Madoff the Murderer?
J. Robert Brown |
Saturday, February 7, 2009 at 06:15AM We look back on the extraordinary testimony given by Harry Markopolos. There are a number of interesting comments in his written testimony. One of them concerns his belief that the investigation into the Madoff Ponzi scheme might result in harm to his family or his team. As he stated:
- Because nothing was done, I became fearful for the safety of my family until the SEC finally acknowledged, after Madoff had been arrested, that it had received credible evidence of Madoff's Ponzi Scheme several years earlier.
Sometimes the concern about harm was to Markopolos and "his team." This impacted the material submitted to the SEC. As he states:
- "In order to minimize the risk of discovery of our activities and the potential threat of harm to me and my team, I submitted reports to the SEC without signing them.

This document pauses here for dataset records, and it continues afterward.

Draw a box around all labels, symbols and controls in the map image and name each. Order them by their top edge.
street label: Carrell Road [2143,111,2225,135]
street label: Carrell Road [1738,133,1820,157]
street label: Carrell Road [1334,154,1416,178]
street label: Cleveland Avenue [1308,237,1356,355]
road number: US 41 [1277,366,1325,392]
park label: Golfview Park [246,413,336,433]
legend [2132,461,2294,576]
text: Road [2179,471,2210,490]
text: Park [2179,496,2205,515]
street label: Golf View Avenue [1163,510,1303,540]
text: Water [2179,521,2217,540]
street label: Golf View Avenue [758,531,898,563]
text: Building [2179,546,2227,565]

My team and I surmised that if Mr. Madoff gained knowledge of our activities, he may feel threatened enough to seek to stifle us. If Mr. Madoff was already facing life in prison, there was little to no downside for him to remove any such threat. At various points throughout these nine years each of us feared for our lives. Or analysis lead us to conclude that Mr. Madoff's fund and the secret walls around it post great danger to those questioning and investigating them."

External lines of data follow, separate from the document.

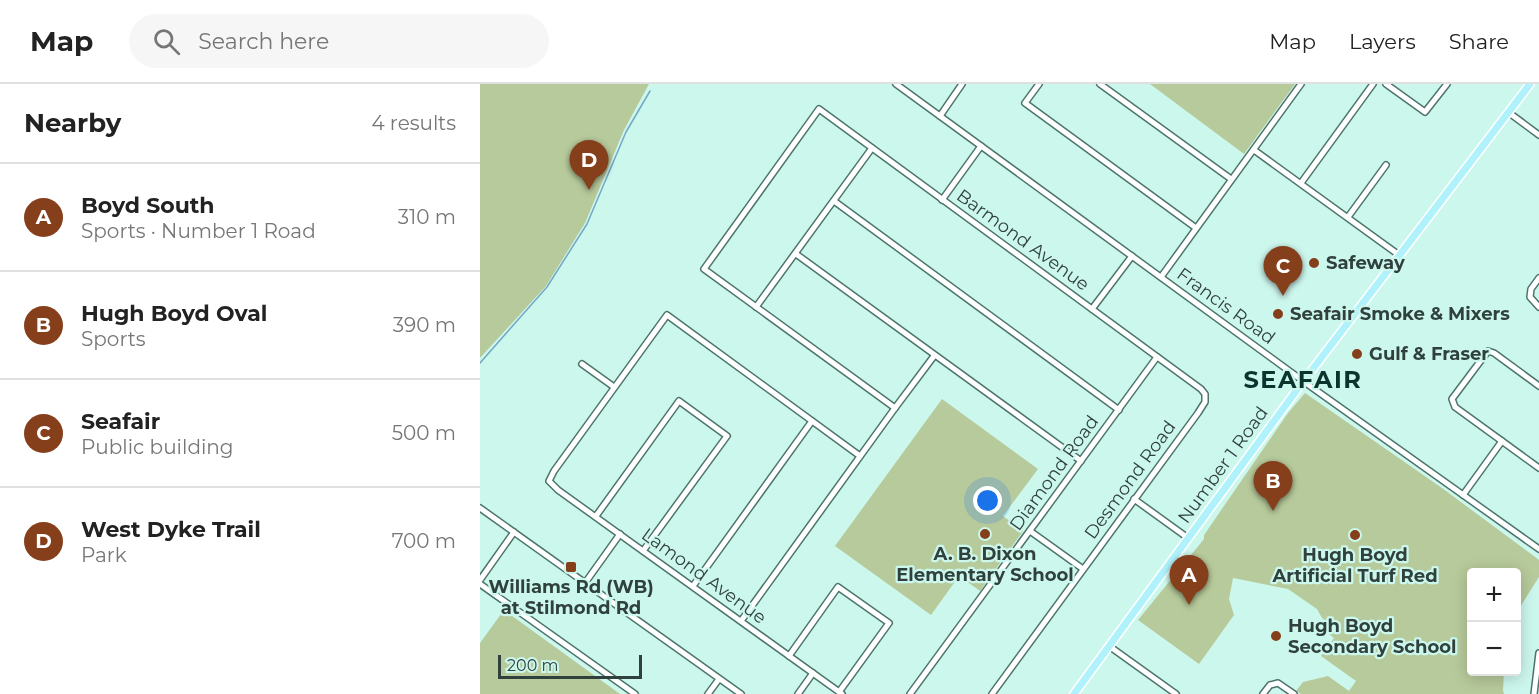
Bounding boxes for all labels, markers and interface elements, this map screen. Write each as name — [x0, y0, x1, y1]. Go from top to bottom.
search box — [129, 14, 549, 68]
text: Map — [30, 24, 93, 58]
icon: search — [150, 25, 183, 58]
text: Search here — [198, 28, 329, 55]
text: Map — [1269, 29, 1316, 54]
text: Layers — [1349, 29, 1416, 54]
text: Share — [1449, 29, 1509, 54]
text: Nearby — [24, 107, 121, 139]
text: 4 results — [371, 111, 456, 135]
pin: D — [570, 141, 608, 190]
street label: Barmond Avenue — [952, 184, 1094, 296]
text: Boyd South — [81, 192, 215, 219]
text: A — [36, 205, 51, 229]
text: 310 m — [398, 205, 456, 229]
text: Sports · Number 1 Road — [81, 219, 316, 243]
pin: C — [1264, 246, 1302, 296]
place label: Safeway — [1326, 252, 1405, 274]
marker: Safeway — [1307, 256, 1321, 270]
street label: Francis Road — [1173, 263, 1279, 349]
text: Hugh Boyd Oval — [81, 300, 267, 327]
place label: Seafair Smoke & Mixers — [1290, 303, 1510, 325]
marker: Seafair Smoke & Mixers — [1271, 307, 1285, 321]
text: B — [36, 313, 51, 337]
text: 390 m — [393, 313, 456, 337]
text: Sports — [81, 327, 146, 351]
place label: Gulf & Fraser — [1369, 343, 1489, 365]
marker: Gulf & Fraser — [1350, 347, 1364, 361]
district label: SEAFAIR — [1244, 365, 1362, 394]
street label: Number 1 Road — [1173, 402, 1273, 528]
text: Seafair — [81, 408, 160, 435]
street label: Diamond Road — [1005, 411, 1103, 535]
street label: Desmond Road — [1080, 416, 1180, 544]
text: C — [36, 421, 51, 445]
text: 500 m — [392, 421, 456, 445]
text: Public building — [81, 435, 234, 459]
pin: B — [1254, 462, 1292, 511]
your location — [973, 486, 1002, 515]
text: West Dyke Trail — [81, 516, 261, 543]
street label: Lamond Avenue — [637, 523, 771, 629]
marker: A. B. Dixon Elementary School — [978, 527, 992, 541]
marker: Hugh Boyd Artificial Turf Red — [1348, 528, 1362, 542]
text: D — [35, 529, 52, 553]
text: 700 m — [392, 529, 456, 553]
text: Park — [81, 543, 127, 567]
place label: A. B. Dixon Elementary School — [896, 543, 1074, 586]
place label: Hugh Boyd Artificial Turf Red — [1271, 544, 1438, 587]
pin: A — [1170, 556, 1208, 605]
marker: Williams Rd (WB) at Stilmond Rd — [564, 560, 578, 574]
map controls — [1467, 568, 1521, 676]
button: + — [1467, 568, 1521, 622]
place label: Williams Rd (WB) at Stilmond Rd — [488, 576, 654, 619]
place label: Hugh Boyd Secondary School — [1288, 615, 1456, 658]
button: − — [1467, 622, 1521, 676]
marker: Hugh Boyd Secondary School — [1269, 629, 1283, 643]
scale bar — [498, 652, 642, 680]
text: 200 m — [507, 656, 558, 675]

Markopolos goes on to acknowledge that "neither my team nor I had any personal knowledge of Mr. Madoff or his psychological make up. As such we had only the conclusions of our investigation into his fund to surmise of what he may have been capable." Markopolos did know, though, that in fact Madoff "was one of the most powerful men on Wall Street and in a position to easily end our careers or worse."

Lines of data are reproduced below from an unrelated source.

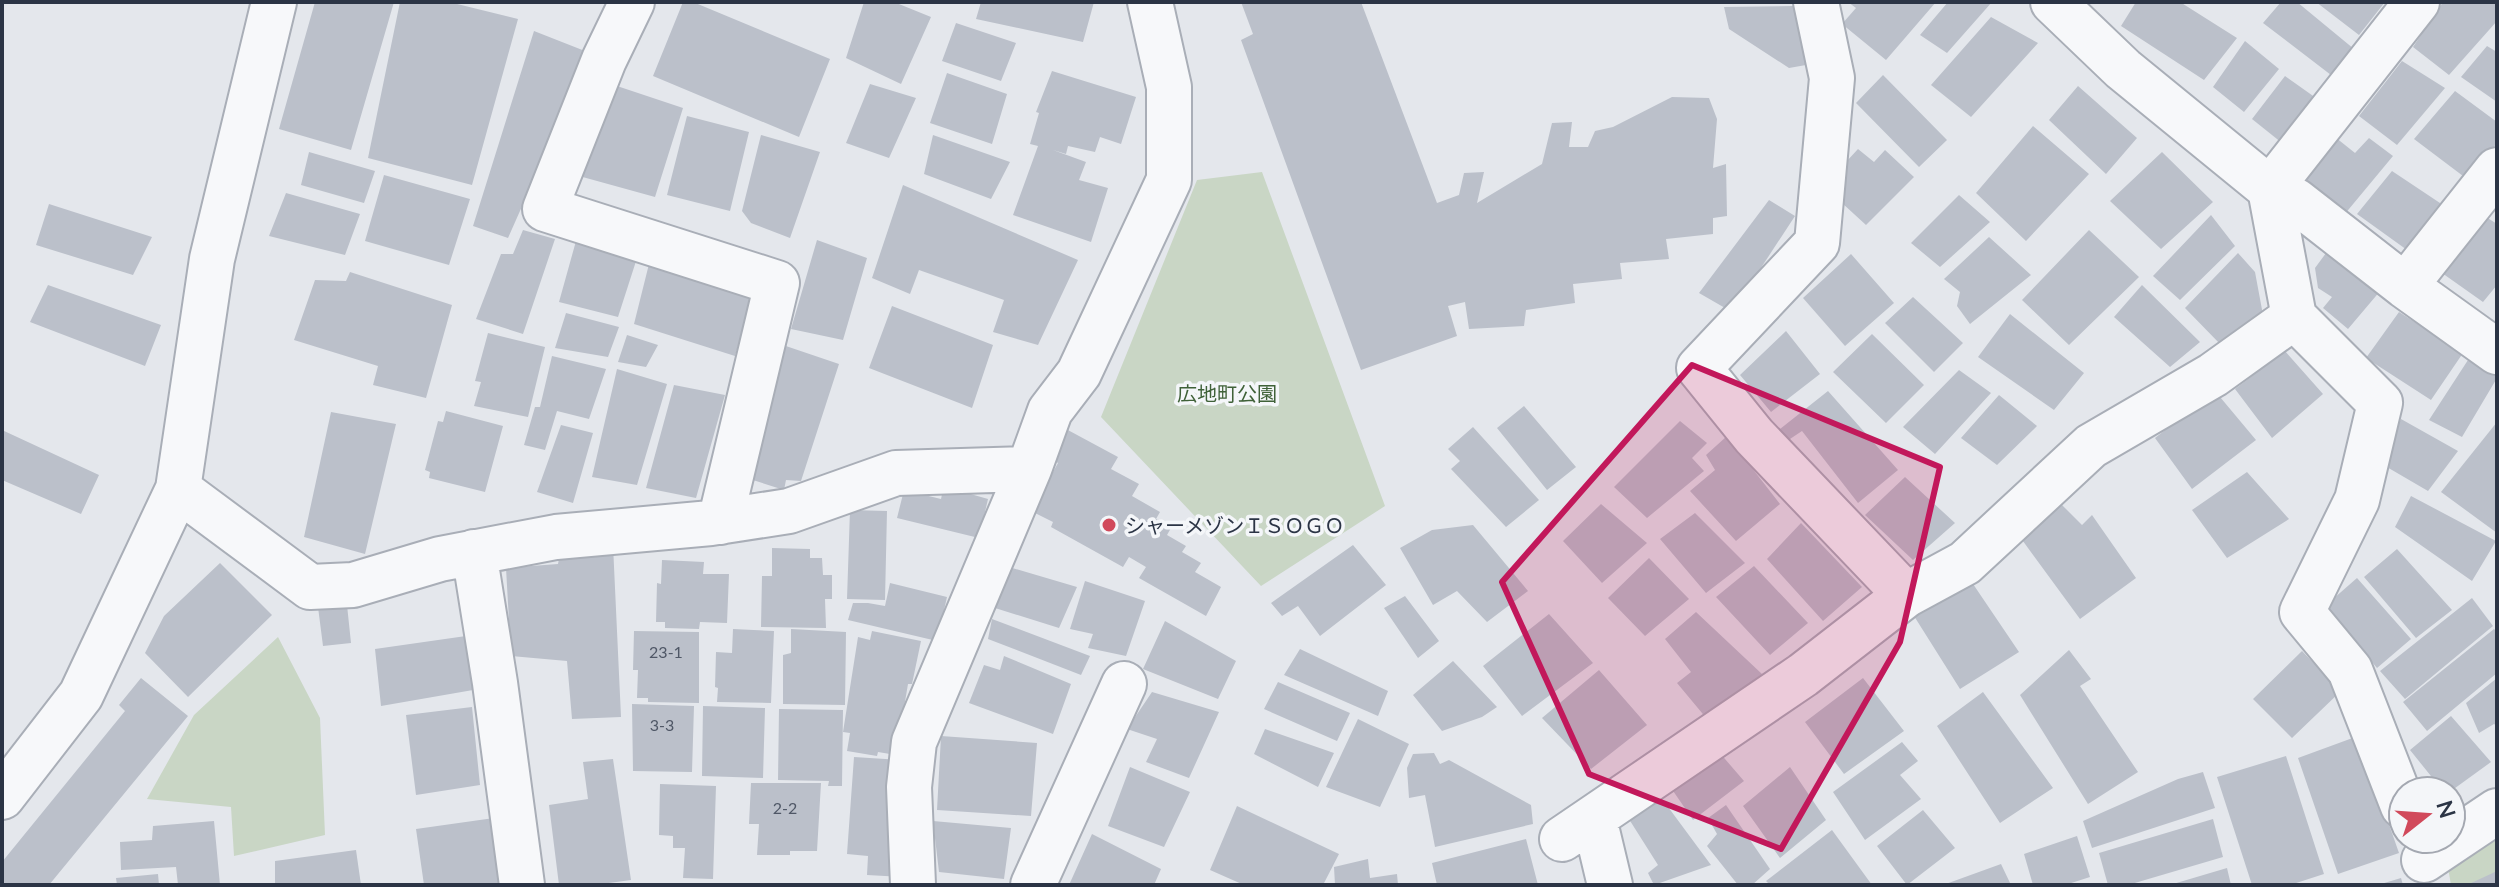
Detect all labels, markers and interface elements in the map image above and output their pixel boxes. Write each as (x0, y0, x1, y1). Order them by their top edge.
park label: 広地町公園 (1177, 381, 1277, 405)
place label: シャーメゾンＩＳＯＧＯ (1125, 513, 1344, 537)
marker: シャーメゾンＩＳＯＧＯ (1100, 516, 1118, 534)
house number: 23-1 (649, 642, 683, 661)
house number: 3-3 (650, 715, 674, 734)
north arrow (2387, 775, 2467, 855)
text: N (2431, 797, 2462, 821)
house number: 2-2 (773, 798, 797, 817)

That Madoff was a crook now seems clear enough. Was he also a potential thug, prepared to harm those investigating his scheme (or their families?). Markopolos apparently thinks he was.



Reader Comments (1)
Makes you wonder if the SEC staffers in contact with Markopolos just wrote him off as a nutcase. (Particularly since he was a competitor and not an investor and seemed obsessed with the matter.)